The total number of babies born to unwed mothers in 2006 was 1,642,000, "the highest number ever recorded in the U.S.," according to the CDC. 115,000 more babies were born out of wedlock in 2006 than in 2005. The unmarried birth rate (which is the likelihood that any given single woman gives birth) jumped 7 percent in that one single year. The proportion of births outside of marriage jumped from a record 36.9 percent to a record 38.5 percent. As recently as 1990, only 37 percent of births to women in their early twenties (20 to 24) were nonmarital: now it's 58 percent. Even 31 percent of births to women in their late twenties (25-29) are out of wedlock.
Married women are still more likely to have babies than single women — but the relationship between marriage and children is rapidly dwindling.
Utah is the most distinctive state. It has by far the lowest proportion of births out of wedlock (19 percent), far outpacing the next-best state, New Hampshire (29 percent). This is particularly notable when combined with the fact that Utah also has the highest total fertility rate (2.6 births per woman).
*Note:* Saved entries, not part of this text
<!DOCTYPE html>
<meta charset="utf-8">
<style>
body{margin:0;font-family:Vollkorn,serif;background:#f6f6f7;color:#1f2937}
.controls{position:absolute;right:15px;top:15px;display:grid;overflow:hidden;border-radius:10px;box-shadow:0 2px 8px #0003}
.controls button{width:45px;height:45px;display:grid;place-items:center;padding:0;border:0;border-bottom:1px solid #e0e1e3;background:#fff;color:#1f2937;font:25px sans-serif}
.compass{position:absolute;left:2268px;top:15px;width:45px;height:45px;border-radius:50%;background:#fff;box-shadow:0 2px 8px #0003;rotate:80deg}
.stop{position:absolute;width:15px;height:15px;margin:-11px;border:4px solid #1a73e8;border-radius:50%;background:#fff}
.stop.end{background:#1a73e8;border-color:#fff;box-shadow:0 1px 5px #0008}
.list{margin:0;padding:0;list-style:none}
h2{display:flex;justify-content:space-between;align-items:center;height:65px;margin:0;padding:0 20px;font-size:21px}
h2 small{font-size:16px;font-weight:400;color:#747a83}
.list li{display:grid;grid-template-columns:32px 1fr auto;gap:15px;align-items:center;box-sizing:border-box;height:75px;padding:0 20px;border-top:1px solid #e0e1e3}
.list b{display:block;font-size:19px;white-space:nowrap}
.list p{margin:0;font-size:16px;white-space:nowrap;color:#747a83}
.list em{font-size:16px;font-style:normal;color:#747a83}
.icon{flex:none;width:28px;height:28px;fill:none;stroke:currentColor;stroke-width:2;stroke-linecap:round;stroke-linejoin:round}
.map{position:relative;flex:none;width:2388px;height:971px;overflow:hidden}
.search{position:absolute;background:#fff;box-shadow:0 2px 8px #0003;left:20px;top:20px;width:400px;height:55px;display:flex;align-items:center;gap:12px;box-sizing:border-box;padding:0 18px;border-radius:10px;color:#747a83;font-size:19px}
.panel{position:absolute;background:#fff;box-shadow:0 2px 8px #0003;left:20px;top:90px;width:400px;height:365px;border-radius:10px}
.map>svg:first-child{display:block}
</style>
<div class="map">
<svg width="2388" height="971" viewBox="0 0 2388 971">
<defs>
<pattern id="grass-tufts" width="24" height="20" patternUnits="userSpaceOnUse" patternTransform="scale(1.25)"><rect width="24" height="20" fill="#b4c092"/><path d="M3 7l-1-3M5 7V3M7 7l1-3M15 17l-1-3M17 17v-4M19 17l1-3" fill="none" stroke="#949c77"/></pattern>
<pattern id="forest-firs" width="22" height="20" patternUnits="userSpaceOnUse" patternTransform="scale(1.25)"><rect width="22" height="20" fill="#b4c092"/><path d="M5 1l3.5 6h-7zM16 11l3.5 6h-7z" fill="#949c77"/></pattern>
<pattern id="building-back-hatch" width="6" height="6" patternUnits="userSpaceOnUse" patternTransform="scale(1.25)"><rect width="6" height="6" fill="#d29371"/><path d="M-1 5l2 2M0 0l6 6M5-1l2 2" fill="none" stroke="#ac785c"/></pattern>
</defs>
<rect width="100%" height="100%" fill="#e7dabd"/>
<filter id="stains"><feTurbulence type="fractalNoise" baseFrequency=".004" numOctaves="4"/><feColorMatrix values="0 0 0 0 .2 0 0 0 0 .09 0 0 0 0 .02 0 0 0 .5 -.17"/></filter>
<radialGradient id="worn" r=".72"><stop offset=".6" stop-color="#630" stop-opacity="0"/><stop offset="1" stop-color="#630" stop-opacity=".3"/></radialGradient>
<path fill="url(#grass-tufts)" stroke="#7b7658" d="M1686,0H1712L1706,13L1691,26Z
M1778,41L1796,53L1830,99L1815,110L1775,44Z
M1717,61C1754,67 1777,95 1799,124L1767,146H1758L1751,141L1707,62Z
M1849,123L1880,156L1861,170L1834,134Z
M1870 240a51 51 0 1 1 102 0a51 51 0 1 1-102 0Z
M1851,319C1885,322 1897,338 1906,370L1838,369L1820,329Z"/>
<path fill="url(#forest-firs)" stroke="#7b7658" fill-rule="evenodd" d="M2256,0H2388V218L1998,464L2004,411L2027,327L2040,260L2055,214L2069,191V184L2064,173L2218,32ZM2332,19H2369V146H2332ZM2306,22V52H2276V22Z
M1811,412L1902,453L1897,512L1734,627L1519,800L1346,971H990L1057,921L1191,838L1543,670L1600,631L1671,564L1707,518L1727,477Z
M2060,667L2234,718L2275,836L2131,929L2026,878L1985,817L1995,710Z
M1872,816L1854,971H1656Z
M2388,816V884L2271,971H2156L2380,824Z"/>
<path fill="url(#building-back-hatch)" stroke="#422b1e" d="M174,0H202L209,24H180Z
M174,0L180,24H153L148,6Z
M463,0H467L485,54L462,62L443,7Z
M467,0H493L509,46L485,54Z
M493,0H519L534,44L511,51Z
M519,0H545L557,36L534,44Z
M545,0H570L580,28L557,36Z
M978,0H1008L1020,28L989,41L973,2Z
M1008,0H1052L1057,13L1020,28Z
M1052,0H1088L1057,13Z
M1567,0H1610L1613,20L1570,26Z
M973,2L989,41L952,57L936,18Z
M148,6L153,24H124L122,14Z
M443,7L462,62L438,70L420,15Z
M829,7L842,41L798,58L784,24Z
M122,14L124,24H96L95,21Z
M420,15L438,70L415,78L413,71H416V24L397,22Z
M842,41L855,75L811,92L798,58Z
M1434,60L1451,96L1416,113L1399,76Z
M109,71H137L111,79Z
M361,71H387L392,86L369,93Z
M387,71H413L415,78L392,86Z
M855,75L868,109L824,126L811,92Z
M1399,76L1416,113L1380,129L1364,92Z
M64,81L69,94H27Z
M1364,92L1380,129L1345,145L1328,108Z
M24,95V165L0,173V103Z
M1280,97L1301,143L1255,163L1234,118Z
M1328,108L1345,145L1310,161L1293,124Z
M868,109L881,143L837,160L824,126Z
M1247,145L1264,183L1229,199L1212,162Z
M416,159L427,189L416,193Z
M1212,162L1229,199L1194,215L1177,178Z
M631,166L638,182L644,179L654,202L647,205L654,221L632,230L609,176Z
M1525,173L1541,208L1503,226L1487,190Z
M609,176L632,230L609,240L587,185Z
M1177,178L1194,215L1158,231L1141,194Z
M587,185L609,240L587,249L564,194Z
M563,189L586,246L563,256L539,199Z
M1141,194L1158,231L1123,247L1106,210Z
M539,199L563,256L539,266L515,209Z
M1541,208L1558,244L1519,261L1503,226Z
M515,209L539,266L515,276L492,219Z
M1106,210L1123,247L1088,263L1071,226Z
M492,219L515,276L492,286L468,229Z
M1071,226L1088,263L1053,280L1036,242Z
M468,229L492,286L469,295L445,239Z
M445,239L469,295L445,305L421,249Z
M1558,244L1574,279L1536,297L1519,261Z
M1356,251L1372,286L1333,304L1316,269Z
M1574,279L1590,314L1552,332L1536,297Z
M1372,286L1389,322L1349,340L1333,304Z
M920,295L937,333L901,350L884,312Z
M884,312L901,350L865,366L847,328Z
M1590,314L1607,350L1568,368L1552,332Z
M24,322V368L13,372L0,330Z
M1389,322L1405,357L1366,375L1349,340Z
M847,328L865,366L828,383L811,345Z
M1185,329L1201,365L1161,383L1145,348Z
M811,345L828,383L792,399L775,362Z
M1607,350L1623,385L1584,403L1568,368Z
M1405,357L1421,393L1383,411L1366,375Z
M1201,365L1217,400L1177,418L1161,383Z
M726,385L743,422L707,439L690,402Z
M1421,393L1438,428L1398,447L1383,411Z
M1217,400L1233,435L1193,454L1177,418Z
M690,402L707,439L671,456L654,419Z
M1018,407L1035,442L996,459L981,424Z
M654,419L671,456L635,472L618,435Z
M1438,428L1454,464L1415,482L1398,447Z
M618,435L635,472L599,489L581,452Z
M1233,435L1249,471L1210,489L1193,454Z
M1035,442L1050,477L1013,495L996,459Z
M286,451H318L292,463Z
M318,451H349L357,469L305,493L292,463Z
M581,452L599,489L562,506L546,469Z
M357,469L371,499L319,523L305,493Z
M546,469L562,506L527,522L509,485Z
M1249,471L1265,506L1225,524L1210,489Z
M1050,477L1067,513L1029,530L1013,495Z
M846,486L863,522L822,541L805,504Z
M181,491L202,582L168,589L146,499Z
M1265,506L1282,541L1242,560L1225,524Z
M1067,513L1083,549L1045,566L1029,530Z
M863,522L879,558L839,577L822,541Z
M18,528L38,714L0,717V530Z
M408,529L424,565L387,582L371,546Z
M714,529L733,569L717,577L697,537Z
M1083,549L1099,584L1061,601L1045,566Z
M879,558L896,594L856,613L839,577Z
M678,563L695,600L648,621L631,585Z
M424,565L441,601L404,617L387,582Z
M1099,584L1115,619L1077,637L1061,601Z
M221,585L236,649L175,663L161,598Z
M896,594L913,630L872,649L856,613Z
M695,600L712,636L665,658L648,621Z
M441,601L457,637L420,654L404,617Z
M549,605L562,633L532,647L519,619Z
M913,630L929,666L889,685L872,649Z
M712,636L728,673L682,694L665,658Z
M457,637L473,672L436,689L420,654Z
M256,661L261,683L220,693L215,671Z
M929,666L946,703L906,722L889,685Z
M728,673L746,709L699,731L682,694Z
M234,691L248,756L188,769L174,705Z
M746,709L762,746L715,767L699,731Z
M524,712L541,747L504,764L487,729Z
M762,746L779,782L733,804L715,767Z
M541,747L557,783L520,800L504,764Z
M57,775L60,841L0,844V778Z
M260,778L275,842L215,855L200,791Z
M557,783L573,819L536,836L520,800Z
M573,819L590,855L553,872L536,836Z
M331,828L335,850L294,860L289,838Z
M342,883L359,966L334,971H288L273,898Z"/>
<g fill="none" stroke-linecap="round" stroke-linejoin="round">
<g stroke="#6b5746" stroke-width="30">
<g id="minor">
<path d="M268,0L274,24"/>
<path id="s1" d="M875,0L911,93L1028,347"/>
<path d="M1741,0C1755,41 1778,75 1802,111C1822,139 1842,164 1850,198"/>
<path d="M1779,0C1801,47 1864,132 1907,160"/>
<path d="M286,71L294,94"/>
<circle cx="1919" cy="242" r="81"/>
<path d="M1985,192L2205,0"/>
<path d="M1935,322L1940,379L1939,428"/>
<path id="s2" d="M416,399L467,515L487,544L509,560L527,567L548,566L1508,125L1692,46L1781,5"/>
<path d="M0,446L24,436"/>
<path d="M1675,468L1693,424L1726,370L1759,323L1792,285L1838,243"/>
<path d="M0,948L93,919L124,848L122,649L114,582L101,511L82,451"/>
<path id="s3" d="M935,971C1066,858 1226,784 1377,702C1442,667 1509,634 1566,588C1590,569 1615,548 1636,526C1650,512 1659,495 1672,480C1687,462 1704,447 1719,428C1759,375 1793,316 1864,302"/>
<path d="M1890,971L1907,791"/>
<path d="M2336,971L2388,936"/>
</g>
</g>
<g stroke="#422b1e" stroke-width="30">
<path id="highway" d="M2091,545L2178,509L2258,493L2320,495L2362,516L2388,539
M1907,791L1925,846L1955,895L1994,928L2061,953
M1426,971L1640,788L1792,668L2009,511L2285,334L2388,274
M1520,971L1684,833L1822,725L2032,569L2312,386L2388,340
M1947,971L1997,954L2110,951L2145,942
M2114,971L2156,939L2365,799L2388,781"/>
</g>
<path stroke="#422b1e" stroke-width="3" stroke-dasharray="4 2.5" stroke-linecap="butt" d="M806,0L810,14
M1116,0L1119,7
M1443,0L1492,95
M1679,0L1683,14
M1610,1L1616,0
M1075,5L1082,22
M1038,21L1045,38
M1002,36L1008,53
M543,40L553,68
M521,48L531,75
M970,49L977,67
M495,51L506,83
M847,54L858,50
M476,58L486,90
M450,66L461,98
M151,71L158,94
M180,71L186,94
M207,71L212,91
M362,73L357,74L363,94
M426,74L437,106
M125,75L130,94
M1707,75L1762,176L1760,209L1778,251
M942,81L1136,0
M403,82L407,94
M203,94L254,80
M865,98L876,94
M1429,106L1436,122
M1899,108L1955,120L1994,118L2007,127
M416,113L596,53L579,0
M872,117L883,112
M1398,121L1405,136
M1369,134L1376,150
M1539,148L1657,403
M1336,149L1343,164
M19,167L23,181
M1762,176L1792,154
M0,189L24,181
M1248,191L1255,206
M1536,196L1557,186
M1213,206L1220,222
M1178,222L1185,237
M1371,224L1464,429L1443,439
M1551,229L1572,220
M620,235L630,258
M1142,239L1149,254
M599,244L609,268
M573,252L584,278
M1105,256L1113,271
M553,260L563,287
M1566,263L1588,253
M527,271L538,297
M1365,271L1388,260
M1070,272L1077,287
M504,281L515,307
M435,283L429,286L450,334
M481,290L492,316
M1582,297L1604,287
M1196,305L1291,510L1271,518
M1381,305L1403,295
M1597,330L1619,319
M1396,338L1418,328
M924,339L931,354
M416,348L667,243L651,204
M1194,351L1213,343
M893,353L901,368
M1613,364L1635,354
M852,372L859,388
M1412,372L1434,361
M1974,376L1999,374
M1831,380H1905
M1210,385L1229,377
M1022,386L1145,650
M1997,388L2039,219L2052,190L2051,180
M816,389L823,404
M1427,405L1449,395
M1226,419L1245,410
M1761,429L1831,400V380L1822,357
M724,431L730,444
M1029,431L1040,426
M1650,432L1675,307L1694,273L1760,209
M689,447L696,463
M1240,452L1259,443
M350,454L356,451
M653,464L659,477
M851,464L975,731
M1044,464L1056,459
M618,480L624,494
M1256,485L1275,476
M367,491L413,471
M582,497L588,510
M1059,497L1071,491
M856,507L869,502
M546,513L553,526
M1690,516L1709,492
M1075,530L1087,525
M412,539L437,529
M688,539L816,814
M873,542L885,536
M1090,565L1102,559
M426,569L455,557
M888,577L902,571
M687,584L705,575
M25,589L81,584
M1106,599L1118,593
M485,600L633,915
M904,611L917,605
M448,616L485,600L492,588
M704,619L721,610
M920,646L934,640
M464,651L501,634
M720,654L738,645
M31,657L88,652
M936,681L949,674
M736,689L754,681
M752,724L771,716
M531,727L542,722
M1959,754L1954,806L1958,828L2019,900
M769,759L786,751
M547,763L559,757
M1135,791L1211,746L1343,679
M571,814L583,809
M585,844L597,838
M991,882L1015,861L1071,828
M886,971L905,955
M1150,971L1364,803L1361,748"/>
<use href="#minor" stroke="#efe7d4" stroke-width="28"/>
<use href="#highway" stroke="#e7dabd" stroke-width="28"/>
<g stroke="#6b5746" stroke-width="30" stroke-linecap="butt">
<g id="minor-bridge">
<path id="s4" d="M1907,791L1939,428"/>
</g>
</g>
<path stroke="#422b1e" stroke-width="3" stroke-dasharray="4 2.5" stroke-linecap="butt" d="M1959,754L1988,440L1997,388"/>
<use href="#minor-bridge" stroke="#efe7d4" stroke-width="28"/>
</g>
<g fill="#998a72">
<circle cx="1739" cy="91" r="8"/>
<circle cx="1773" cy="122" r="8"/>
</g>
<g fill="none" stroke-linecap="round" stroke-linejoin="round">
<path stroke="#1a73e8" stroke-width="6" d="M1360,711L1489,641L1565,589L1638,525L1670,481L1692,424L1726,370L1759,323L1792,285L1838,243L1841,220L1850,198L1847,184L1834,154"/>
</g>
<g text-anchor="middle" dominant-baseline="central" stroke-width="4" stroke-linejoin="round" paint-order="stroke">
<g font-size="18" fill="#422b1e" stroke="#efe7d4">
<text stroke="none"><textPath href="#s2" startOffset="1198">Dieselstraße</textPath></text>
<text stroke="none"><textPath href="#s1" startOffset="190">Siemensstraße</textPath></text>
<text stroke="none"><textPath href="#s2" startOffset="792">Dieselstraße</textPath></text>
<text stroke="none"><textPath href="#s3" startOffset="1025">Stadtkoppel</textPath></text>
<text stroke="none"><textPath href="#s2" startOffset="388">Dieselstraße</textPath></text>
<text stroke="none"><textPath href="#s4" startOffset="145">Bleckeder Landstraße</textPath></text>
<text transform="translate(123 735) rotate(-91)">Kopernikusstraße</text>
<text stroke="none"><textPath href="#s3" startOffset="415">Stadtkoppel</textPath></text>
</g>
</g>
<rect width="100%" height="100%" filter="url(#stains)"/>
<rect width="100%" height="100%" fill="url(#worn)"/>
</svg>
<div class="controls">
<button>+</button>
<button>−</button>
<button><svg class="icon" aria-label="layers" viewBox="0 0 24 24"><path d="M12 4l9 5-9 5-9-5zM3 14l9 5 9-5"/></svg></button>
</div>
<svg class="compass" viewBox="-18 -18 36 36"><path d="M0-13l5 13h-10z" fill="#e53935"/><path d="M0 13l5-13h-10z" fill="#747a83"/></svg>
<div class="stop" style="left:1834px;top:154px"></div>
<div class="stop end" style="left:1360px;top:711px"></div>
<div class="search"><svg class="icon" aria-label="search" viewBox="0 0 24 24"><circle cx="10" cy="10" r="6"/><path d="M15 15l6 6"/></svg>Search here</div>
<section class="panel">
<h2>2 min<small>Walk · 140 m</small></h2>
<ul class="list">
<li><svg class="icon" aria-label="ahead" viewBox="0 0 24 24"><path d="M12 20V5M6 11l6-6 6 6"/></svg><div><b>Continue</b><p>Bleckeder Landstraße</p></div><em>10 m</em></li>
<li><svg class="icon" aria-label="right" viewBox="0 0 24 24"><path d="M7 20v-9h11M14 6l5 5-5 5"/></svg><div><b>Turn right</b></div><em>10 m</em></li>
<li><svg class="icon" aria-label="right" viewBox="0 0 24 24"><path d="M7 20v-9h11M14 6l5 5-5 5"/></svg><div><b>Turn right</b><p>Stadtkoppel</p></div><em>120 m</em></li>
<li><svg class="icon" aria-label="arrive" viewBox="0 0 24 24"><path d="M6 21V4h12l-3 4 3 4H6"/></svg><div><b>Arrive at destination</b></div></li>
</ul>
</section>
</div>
Something different is happening in Utah.
Unlike Shos, I consider humans to be the most important un-renewable resource the planet has.
Recent declines in sustainable birth rates through all of Easter and Western Europe and the one child program in China, which, as an unintended consequence encourages a society that values male children above female to select the sex of that one child, is causing dramatic populations swings throughout much of the area.
As a consequence, Islamic populations are rapidly become the dominate socio/religious/political power in region that have never been at risk in the past.
That’s bad news for any society that values freedom and non-secularism; say, like us.